How to complete this task
Every line in the records below that holds "list" must be identified and copied.

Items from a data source
---------------

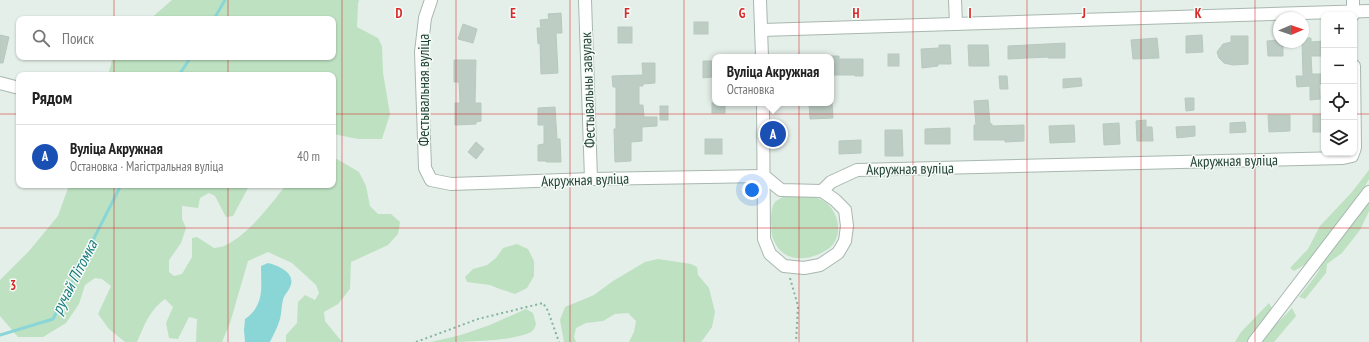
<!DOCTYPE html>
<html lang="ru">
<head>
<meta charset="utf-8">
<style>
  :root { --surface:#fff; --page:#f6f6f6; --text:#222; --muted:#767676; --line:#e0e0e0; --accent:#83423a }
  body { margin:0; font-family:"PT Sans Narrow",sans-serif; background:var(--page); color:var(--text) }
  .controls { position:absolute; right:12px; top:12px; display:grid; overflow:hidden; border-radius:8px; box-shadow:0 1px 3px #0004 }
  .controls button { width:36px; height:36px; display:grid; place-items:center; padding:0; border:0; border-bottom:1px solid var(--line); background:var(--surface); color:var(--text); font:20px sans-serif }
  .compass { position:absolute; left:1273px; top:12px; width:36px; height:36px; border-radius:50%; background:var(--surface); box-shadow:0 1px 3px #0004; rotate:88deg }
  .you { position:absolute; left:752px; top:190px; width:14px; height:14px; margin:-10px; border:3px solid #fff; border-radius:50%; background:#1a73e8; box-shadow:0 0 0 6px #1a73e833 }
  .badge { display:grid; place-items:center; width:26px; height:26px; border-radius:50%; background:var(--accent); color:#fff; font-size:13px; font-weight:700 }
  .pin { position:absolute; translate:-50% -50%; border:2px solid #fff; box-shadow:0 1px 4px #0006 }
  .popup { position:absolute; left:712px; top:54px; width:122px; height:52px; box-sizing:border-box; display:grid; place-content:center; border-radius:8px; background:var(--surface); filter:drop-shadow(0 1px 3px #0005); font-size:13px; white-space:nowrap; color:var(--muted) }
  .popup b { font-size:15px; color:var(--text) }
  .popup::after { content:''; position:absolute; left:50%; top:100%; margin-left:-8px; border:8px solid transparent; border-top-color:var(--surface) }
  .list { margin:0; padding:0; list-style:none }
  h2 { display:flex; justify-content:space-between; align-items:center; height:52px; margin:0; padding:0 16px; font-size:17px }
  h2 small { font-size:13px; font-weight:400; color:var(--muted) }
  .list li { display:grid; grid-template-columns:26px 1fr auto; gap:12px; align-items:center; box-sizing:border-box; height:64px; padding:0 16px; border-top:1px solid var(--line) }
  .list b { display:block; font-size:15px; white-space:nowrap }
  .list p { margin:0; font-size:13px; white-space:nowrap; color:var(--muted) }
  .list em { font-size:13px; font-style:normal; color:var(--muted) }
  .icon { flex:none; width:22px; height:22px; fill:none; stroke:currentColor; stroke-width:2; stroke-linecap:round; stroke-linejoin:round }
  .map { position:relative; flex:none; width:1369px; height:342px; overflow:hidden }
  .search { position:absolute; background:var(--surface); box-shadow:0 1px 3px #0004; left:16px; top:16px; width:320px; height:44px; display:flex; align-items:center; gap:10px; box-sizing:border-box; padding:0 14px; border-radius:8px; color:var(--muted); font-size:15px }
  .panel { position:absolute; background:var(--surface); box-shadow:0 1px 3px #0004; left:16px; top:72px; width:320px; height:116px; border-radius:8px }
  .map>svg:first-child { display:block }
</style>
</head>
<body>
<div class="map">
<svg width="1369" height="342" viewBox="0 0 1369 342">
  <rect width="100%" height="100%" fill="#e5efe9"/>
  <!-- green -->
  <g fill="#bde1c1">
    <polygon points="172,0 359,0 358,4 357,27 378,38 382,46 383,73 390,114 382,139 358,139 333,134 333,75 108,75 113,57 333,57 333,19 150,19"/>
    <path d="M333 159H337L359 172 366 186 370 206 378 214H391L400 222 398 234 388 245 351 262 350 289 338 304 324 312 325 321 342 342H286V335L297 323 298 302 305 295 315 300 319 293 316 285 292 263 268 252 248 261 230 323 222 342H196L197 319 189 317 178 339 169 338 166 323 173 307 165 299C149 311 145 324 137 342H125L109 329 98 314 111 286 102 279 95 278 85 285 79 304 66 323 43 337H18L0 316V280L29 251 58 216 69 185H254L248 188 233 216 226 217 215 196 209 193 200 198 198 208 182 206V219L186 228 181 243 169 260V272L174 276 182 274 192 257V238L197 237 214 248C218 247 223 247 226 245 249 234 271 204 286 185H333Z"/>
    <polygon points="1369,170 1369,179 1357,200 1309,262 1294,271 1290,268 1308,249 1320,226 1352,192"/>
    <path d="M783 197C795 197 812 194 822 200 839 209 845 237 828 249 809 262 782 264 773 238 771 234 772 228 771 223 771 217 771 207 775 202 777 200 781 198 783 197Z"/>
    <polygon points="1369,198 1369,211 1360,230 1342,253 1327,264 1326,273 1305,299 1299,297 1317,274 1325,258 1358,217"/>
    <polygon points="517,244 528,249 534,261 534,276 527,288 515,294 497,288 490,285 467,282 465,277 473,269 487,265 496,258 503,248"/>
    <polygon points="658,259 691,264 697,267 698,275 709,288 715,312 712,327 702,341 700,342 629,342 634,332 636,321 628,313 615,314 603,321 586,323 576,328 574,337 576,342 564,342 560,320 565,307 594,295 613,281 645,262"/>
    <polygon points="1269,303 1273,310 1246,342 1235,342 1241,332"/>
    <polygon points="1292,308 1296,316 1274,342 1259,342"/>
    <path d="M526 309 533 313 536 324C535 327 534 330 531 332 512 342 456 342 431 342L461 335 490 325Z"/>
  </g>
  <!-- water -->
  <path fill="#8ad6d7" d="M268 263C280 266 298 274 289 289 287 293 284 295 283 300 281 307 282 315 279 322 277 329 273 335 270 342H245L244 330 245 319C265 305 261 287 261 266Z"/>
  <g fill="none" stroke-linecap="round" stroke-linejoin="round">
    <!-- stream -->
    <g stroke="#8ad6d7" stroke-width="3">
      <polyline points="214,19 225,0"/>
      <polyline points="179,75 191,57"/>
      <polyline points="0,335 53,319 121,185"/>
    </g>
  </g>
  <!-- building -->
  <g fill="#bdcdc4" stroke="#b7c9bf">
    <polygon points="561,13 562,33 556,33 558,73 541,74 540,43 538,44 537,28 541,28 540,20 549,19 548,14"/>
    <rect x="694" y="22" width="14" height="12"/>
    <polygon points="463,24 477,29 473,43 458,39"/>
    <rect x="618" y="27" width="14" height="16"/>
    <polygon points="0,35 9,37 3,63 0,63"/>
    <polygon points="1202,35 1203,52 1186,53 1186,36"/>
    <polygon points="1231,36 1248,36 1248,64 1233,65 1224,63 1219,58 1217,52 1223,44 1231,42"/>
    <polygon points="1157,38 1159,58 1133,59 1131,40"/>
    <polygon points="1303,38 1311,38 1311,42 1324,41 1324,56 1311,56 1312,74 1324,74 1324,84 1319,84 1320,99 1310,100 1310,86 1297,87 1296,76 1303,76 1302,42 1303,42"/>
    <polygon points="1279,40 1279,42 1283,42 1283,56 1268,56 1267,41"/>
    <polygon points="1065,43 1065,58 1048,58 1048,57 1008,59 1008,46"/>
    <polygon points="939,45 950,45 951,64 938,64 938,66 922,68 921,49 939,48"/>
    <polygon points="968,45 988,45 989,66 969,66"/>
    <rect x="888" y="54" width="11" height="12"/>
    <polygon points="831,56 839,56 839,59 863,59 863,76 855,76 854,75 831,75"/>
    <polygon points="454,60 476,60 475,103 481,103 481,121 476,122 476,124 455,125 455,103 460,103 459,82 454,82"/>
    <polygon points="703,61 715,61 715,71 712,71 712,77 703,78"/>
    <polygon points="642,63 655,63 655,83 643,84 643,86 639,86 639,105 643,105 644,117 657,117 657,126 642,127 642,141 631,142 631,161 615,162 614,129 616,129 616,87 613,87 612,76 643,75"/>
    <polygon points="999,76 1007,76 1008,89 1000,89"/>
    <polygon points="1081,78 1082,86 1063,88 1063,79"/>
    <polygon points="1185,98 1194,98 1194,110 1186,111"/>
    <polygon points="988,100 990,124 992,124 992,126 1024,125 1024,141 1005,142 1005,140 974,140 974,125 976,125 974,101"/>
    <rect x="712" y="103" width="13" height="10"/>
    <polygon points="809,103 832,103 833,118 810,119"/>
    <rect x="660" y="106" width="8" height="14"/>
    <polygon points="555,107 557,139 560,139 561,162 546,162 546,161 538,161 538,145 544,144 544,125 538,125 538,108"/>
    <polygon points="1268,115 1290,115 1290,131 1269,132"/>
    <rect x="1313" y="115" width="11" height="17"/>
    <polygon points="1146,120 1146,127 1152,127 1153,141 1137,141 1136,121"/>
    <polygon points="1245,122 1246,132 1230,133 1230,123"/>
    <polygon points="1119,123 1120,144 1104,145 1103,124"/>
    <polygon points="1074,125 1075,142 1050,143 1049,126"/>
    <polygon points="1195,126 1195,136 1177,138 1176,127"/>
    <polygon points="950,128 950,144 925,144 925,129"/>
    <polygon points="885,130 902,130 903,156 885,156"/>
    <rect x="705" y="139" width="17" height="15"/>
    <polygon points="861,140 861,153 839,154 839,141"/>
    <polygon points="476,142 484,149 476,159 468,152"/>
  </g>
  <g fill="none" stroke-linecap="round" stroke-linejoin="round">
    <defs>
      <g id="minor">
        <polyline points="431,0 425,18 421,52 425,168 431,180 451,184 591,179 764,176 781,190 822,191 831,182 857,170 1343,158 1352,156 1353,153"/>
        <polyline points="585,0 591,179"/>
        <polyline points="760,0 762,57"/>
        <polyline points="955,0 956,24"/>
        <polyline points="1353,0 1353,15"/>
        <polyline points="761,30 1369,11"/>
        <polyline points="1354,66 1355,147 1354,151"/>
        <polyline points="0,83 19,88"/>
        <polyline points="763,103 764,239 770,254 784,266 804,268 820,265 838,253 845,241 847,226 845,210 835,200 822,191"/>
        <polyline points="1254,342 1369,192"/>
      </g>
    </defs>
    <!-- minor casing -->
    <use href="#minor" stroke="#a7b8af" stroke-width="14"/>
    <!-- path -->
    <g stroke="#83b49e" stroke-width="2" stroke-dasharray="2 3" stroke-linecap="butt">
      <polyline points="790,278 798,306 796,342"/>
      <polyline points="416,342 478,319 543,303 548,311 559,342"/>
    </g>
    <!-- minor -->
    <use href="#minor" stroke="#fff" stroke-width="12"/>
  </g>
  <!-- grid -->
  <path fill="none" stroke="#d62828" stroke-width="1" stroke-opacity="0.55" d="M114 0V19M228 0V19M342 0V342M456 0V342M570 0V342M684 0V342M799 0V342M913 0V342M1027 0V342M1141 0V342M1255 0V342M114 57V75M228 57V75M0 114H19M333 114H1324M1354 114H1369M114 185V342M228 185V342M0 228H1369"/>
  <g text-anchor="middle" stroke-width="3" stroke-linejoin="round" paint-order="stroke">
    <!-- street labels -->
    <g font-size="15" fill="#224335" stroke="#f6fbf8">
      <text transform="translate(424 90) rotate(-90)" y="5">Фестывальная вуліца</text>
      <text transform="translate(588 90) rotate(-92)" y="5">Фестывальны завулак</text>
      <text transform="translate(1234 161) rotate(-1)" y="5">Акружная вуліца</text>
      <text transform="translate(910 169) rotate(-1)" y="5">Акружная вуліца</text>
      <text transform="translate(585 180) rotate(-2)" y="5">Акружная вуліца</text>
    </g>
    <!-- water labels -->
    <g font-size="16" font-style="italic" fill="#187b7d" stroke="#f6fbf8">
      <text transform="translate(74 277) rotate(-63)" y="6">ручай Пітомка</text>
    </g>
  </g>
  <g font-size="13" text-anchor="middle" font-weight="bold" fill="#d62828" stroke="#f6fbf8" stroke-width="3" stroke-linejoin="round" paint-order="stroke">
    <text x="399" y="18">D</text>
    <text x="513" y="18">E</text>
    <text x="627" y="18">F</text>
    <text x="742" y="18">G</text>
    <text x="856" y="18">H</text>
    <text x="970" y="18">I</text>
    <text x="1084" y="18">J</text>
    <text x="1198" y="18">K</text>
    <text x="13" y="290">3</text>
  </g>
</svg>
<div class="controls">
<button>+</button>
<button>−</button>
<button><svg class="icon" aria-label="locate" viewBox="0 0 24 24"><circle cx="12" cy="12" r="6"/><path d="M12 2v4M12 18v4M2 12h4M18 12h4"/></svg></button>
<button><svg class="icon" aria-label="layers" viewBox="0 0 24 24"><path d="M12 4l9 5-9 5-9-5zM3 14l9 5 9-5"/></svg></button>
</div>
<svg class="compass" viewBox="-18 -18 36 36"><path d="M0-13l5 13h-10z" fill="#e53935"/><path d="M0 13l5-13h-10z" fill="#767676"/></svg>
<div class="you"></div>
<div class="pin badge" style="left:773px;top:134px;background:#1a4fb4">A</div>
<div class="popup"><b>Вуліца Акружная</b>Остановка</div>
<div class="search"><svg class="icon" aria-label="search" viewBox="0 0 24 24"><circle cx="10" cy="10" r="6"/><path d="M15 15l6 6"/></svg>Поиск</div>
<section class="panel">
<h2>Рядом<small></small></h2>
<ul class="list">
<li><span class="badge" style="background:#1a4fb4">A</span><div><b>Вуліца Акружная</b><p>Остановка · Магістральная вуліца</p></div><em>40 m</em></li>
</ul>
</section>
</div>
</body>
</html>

---------------

Answer to this task
  .list { margin:0; padding:0; list-style:none }
  .list li { display:grid; grid-template-columns:26px 1fr auto; gap:12px; align-items:center; box-sizing:border-box; height:64px; padding:0 16px; border-top:1px solid var(--line) }
  .list b { display:block; font-size:15px; white-space:nowrap }
  .list p { margin:0; font-size:13px; white-space:nowrap; color:var(--muted) }
  .list em { font-size:13px; font-style:normal; color:var(--muted) }
<ul class="list">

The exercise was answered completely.